Earlier this month, AMD officially announced its Ryzen 8000G series desktop processors at CES 2024. Known as Accelerated Processing Units (APUs), these new processors come with AMD's latest Zen 4 core architecture and RDNA 3 graphics. The new series consists of four different products: two high-end models based on Phoenix 1 chips, and two entry-level products based on Phoenix 2.
According to the official specifications published by Gigabyte for its B650E AORUS ELITE X AX ICE motherboard, the two Phoenix 2 chips, Ryzen 5 8500G and Ryzen 3 8300G, will only offer PCIe 4.0 x4 functionality for graphics cards. In contrast, the Phoenix 1 APUs, the Ryzen 7 8700G and Ryzen 5 8600G, will support PCIe 4.0 x8. A similar situation applies to the M.2 lanes, which will be reduced from PCIe 4.0 x4 in the two Phoenix 1 chips to PCIe 4.0 x2 for the Phoenix 2, almost halving SSD performance.
This means that the two lower than 8000G chips will only be able to drive a PCIe 4.0 SSD with two lanes instead of four and external graphics cards with only four lanes instead of the 8 or 16 supported by most modern desktops platforms. Unlike the Ryzen 7000, none of the 8000G APUs support PCIe 5.0.
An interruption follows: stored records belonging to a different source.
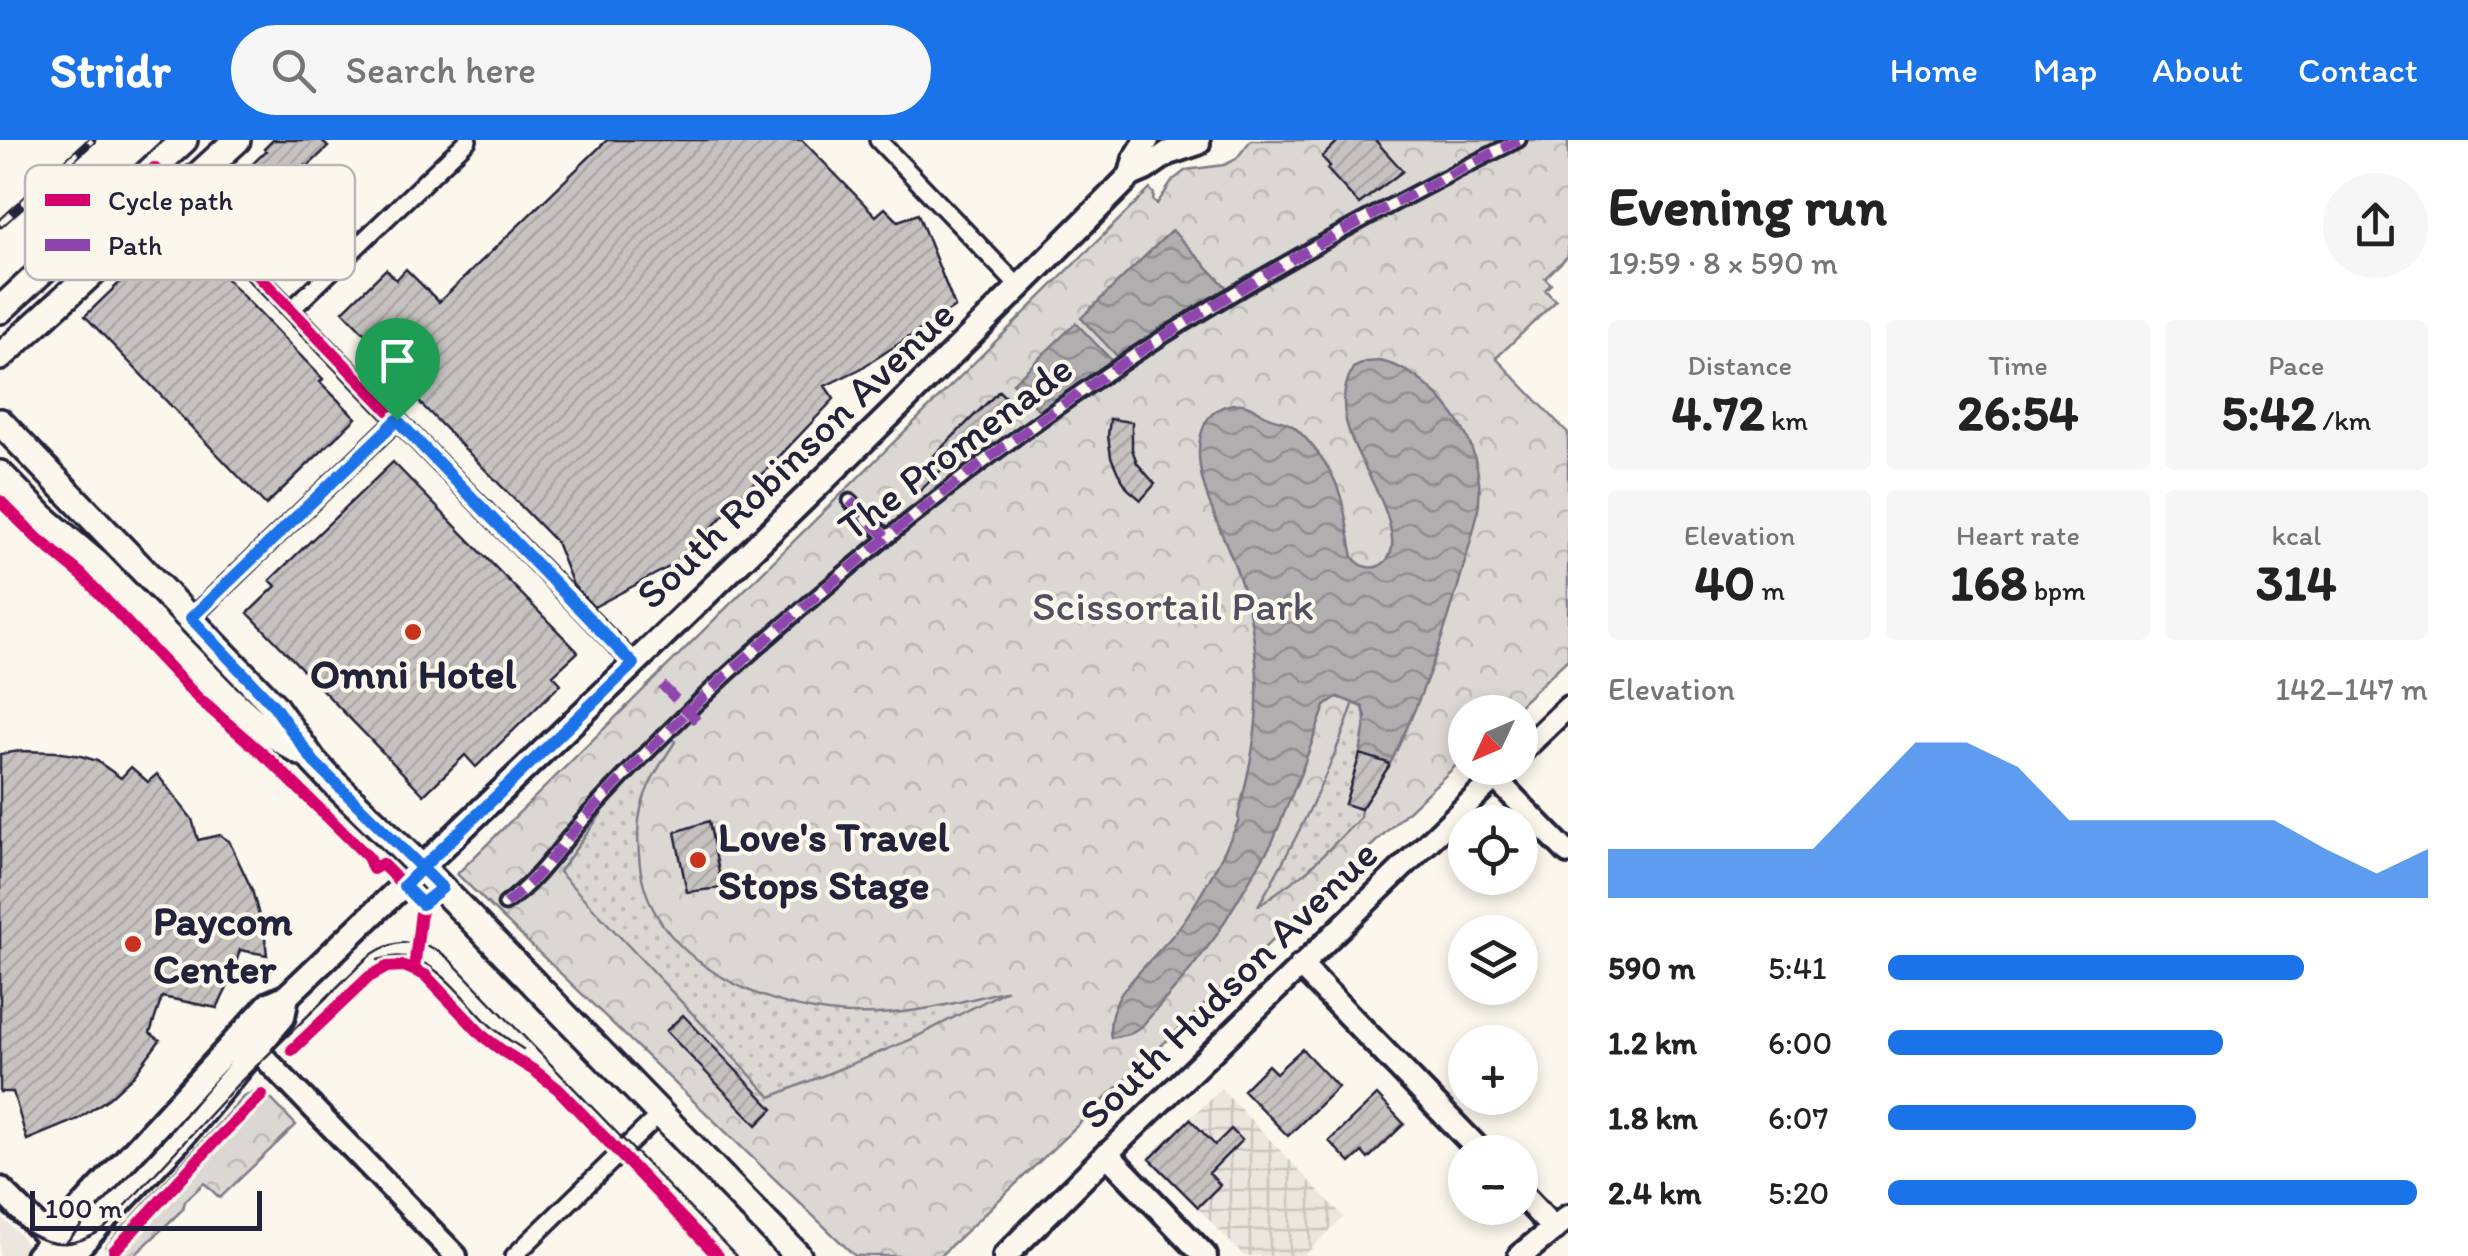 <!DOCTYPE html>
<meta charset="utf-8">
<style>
:root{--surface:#fff;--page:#f6f6f6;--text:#222;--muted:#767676;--accent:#1a73e8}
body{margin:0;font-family:Itim,sans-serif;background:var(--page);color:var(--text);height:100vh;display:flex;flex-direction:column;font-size:38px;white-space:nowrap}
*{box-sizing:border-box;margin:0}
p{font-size:32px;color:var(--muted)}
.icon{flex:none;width:55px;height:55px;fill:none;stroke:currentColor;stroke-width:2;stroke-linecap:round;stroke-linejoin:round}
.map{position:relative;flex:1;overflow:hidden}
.side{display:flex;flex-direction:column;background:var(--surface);width:900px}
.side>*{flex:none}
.needle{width:65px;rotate:226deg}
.tools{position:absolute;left:1448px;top:555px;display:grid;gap:20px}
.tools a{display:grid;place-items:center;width:90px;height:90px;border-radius:50%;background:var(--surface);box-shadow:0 5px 15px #0003;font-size:50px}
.scale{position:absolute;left:30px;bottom:25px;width:232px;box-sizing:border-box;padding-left:10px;border:5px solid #22223b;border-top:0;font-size:28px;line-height:35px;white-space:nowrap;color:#22223b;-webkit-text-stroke:8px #fbf7ec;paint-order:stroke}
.pin{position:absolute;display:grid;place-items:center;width:85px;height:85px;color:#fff;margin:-102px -42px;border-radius:50% 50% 50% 0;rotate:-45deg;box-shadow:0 0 10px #0007}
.pin .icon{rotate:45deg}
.round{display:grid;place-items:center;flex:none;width:105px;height:105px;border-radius:52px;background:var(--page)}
.overview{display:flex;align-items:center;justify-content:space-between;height:170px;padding:0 40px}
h1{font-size:55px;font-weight:700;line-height:75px}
.stats{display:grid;grid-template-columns:repeat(3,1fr);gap:15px;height:170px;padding:10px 40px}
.stats div{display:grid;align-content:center;border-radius:10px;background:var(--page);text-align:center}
.stats b{font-size:50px;font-weight:700}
.stats small{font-size:28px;font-weight:400}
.stats p{font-size:28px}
.chart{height:280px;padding:20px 40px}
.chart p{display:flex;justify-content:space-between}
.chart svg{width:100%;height:180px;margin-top:10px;fill:var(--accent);opacity:.7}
ul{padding:0 40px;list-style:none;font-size:32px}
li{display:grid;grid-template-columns:160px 120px 1fr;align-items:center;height:75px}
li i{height:25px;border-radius:12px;background:var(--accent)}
header{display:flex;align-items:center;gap:60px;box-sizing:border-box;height:140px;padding:0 50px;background:var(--accent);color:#fff}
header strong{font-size:48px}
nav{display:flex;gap:55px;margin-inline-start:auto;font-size:35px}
.search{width:700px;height:90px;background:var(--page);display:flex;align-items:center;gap:25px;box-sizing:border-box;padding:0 35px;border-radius:55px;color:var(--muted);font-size:38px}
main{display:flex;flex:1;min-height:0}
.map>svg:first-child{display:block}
</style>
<header>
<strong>Stridr</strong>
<div class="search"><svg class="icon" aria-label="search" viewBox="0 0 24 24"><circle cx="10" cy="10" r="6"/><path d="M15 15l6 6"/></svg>Search here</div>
<nav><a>Home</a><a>Map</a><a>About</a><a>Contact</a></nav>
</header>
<main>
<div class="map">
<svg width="1568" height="1116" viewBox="0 0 1568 1116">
<defs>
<pattern id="industrial-grid" width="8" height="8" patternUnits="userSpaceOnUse" patternTransform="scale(2.5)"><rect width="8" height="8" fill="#ebe7df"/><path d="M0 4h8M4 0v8" fill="none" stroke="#c9c6c0"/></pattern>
<pattern id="forest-crowns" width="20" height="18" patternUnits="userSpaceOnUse" patternTransform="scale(2.5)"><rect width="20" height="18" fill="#dbd8d3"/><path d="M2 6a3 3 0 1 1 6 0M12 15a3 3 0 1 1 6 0" fill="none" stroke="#bcb9b6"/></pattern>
<pattern id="garden-dots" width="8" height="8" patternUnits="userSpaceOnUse" patternTransform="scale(2.5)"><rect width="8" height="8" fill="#dbd8d3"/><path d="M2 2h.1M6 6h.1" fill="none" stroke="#bcb9b6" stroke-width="1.8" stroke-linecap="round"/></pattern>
<pattern id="water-waves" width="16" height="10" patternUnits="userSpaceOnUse" patternTransform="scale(2.5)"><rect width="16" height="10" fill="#b1aeb0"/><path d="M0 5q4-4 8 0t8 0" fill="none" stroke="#908d90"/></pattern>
<pattern id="building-hatch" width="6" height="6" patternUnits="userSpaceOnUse" patternTransform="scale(2.5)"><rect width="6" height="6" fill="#c6c2c0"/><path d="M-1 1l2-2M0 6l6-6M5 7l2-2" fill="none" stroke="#aaa6a6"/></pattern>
</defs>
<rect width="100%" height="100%" fill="#fbf7ec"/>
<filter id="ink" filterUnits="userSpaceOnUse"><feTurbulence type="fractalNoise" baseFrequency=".01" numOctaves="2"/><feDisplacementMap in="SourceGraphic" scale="20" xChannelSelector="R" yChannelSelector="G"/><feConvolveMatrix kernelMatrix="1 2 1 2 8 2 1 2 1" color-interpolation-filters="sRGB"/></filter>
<g filter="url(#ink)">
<path fill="#ebe7df" d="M0,1076L22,1097L26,1104L23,1116H0Z"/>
<path fill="url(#industrial-grid)" d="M1221,949L1344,1077L1304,1116H1244L1148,1017Z"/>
<path fill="url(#forest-crowns)" stroke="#7e7d87" stroke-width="2.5" d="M1251,0H1568V116L1545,138L1551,144L1545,150L1556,161L1496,218L1568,293V519L1512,572H1465V617L940,1116H855L457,734L1150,49L1154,54L1153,61L1157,64L1173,40L1186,30L1224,25L1236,19Z
M254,951L266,954L296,985L220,1058L204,1043L185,1061L183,1069L134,1116H106V1107L116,1095L243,957Z"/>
<path fill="url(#garden-dots)" stroke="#7e7d87" stroke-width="2.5" d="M1354,562L1363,567C1371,594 1353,637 1345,664L1361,669L1360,678L1307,731L1258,766C1296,701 1330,633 1354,562Z
M671,595L675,602C662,622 646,645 641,669C637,685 638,700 639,715C644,810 743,861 827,872C889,880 948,866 1007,850L912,899L771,957L559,732L604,670Z"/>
<path fill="url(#water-waves)" stroke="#787681" stroke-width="2.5" d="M1172,90L1230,151L1188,174L1119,218L1081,178Z
M1076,183L1115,224L1040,271L1013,243Z
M1379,221C1402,225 1421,239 1437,255C1461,280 1476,307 1479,342C1482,370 1471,398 1464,425C1445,494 1421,562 1389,626L1388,623L1360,614L1366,577L1363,567L1338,557L1325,566L1302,630L1272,703L1216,796L1184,838L1141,887L1128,894L1111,898C1108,885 1113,866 1121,854C1138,831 1160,811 1178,789C1203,755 1222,718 1239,680L1238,676C1255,610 1263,562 1253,494C1249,464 1239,434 1227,406C1213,372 1186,318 1206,282C1214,268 1231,261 1246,265C1253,267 1259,273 1266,276C1276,281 1285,280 1294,287C1308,299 1324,319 1332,335C1345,359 1347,390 1353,417C1367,437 1395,427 1392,399C1387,340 1320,288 1353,228L1366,222Z"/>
<path fill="url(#building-hatch)" stroke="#22223b" stroke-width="2.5" d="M273,0H321L328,7L307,27L305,25L282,50L302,71L304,69L327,97L315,108L310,111L308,109L295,119L289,112L284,116L257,89L260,86L243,69V43H233L266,11L264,9Z
M607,0H802L876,76L885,68L898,81L918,74L955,167L860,229L825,246L834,259L680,421L594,467L573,445L556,402L384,226L390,220L343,171L386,129L396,140L406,129L439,162Z
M1339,0H1375L1403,31L1359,64L1327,29L1330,26L1322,17Z
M170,94L180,102L186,97L323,239L320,242L356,278L266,365L85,176Z
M999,251L1010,262L917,354L906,343Z
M1110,279L1132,282V309L1137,323L1155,344L1141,360L1128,349L1118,333L1111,317L1108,296Z
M393,322L578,512L553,535L561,544L476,627L465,615L424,655L248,473L276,446L270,440Z
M20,611L55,612L81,616L97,621L121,638L131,627L148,642L157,634L192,679L198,700L220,695L229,701L252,750L265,798L267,815L240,810L230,842L217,868L162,857L150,893L160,900L134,935L109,958L78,979L27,1000L13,952H0V614Z
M1360,614L1388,623L1389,626L1361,669L1345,664Z
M709,681L722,748L687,752L675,692Z
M683,875L773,969L757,985L666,891Z
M1302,909L1338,947L1288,996L1243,950L1268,925L1276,933Z
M1377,955L1404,984L1368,1019L1362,1012L1350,1023L1329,1001Z
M1190,979L1215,1005L1231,989L1242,1000L1209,1033L1220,1045L1198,1067L1150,1019Z"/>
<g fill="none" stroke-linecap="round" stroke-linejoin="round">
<defs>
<path id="pedestrian" d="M850,361L887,398
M505,764C540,739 562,702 592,670C645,613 700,558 759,506C869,409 984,317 1105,235C1236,146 1377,70 1519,0"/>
<path id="minor" d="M878,0L1020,148
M178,54L633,523
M291,170L468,0
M191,478L397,280
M514,1116L661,973"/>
<path id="tertiary" d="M1520,613L1568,567
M1495,638L1568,713
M255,908L456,1116
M1107,1014L1505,628"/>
<path id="secondary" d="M1131,35L1135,19L1147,0
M1301,826L1481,1012
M0,1049L51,1100L57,1113
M1520,1053L1554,1089
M37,1116L269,864L287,856
M70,1116L176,1004L283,877L287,856C571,585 855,314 1131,35L1145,29L1168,13L1198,3
M1005,1116L1107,1014L1205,1116
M1520,1116L1568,1077"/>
<path id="primary" d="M0,170L184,0
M0,217L237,0
M0,282L274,566L314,622L332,641L422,728L798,1116
M0,334L42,377L97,424L225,555L257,584L300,612"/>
</defs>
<use href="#pedestrian" stroke="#22223b" stroke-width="19"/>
<use href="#minor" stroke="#22223b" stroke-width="22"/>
<use href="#tertiary" stroke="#22223b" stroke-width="28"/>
<use href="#secondary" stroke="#22223b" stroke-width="30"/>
<use href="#primary" stroke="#22223b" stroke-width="32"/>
<use href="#pedestrian" stroke="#fbf7ec" stroke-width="11"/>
<use href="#minor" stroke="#fbf7ec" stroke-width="15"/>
<use href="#tertiary" stroke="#fbf7ec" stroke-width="20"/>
<use href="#secondary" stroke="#fbf7ec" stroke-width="22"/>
<use href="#primary" stroke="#fbf7ec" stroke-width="25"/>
<path stroke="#22223b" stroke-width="2.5" d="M378,820C429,802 459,857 491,886C501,895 512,902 523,909
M0,1070C33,1102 62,1116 104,1089L236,946L367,818C392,798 422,797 448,818L736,1116"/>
<defs>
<path id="rail" d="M0,84L92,0"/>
</defs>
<use href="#rail" stroke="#22223b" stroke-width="9"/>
<use href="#rail" stroke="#fbf7ec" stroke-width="5" stroke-dasharray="15" stroke-linecap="butt"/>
<path stroke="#8e44ad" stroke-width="10" stroke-dasharray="20 10" stroke-linecap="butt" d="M850,361L887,398
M662,545L699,583
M505,764C540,739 562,702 592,670C645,613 700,558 759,506C869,409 984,317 1105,235C1236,146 1377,70 1519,0"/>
<defs>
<path id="cycleway" d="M154,28L633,523
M0,361L38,399L82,435L198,558L271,621L368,717L373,729L382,724L422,764L414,829
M292,910L369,837L387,827L404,826L425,835L484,897L504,912L535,931L558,949L718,1116
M114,1111L219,997L262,955"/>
</defs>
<use href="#cycleway" stroke="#fbf7ec" stroke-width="19"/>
<use href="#cycleway" stroke="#d6006c" stroke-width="12"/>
</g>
</g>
<g fill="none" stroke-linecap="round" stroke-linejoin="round" filter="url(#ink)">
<defs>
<path id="route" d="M397,280L191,478L274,566L314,622L422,728L404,746L422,764L442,748L422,728L633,524L397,280"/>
</defs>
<use href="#route" stroke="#fff" stroke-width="20"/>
<use href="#route" stroke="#1a73e8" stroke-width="12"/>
</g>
<g fill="#c8321e" stroke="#fbf7ec" stroke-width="4">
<circle cx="413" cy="492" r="10"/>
<circle cx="698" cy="720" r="10"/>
<circle cx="133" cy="804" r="10"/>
</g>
<g text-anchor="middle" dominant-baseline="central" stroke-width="8" stroke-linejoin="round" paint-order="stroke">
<g font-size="42" fill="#22223b" stroke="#fbf7ec">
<text transform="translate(955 307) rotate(-37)">The Promenade</text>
<text transform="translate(795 314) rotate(-44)">South Robinson Avenue</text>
<text transform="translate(1228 844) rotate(-44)">South Hudson Avenue</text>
</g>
<g font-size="42" fill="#505061" stroke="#fbf7ec">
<text x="1173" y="465">Scissortail Park</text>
</g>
<g font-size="42" font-weight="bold" fill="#22223b" stroke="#fbf7ec" text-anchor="start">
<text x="413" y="533" text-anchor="middle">Omni Hotel</text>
<text x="718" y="696">Love's Travel<tspan x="718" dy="48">Stops Stage</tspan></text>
<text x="153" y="780">Paycom<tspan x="153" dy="48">Center</tspan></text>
</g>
</g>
<rect x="25" y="25" width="330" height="115" rx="15" fill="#fbf7ec" stroke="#bab7b7" stroke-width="2.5"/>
<rect x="45" y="54" width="45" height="12" fill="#d6006c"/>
<rect x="45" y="99" width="45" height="12" fill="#8e44ad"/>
<g font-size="28" fill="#22223b">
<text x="108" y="70">Cycle path</text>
<text x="108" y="115">Path</text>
</g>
</svg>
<div class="tools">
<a><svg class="needle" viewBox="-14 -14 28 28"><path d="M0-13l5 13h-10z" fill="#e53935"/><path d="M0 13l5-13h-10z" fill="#767676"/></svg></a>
<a><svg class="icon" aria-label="locate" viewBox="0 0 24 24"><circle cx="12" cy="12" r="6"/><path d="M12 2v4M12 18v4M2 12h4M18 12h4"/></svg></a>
<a><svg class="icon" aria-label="layers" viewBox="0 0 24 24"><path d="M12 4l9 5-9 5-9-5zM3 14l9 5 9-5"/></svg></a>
<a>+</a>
<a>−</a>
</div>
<div class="scale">100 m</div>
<div class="pin" style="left:397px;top:280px;background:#1e9e55"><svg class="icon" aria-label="arrive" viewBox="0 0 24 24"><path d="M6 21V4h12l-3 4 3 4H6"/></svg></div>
</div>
<section class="side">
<div class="overview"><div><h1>Evening run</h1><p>19:59 · 8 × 590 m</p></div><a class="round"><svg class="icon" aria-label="share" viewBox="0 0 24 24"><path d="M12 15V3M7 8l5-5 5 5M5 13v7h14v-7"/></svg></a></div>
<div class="stats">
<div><p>Distance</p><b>4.72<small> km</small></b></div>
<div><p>Time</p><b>26:54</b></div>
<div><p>Pace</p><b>5:42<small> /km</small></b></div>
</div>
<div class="stats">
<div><p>Elevation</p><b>40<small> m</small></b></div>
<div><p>Heart rate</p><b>168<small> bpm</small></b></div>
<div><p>kcal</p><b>314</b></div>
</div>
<div class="chart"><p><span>Elevation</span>142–147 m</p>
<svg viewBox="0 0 160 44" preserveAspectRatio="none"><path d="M0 44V32L10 32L20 32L30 32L40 32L50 19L60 6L70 6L80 12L90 25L100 25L110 25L120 25L130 25L140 32L150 38L160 32V44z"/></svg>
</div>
<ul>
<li><b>590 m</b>5:41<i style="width:77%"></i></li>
<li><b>1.2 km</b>6:00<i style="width:62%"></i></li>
<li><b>1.8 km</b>6:07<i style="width:57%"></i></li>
<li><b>2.4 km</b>5:20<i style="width:98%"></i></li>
</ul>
</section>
</main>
The support for fewer PCIe lanes is expected to have a negative impact on SSD speed and GPU performance, especially if you're considering installing high-end components. However, that shouldn't be a problem for entry-level graphics cards, many of which still only support 4x PCIe 4.0 lanes.
Reports claim that AMD had originally only listed single-channel memory support for the Phoenix 2 APUs, but this has since been updated to show dual-channel memory support for the 8300G. While a single channel would still have offered enough bandwidth to drive iGPUs, it wouldn't have been enough to extract full performance from graphics cards, so dual-channel support is definitely good news.
In the coming months, it will be interesting to see how these new processors perform against their predecessors and competitors.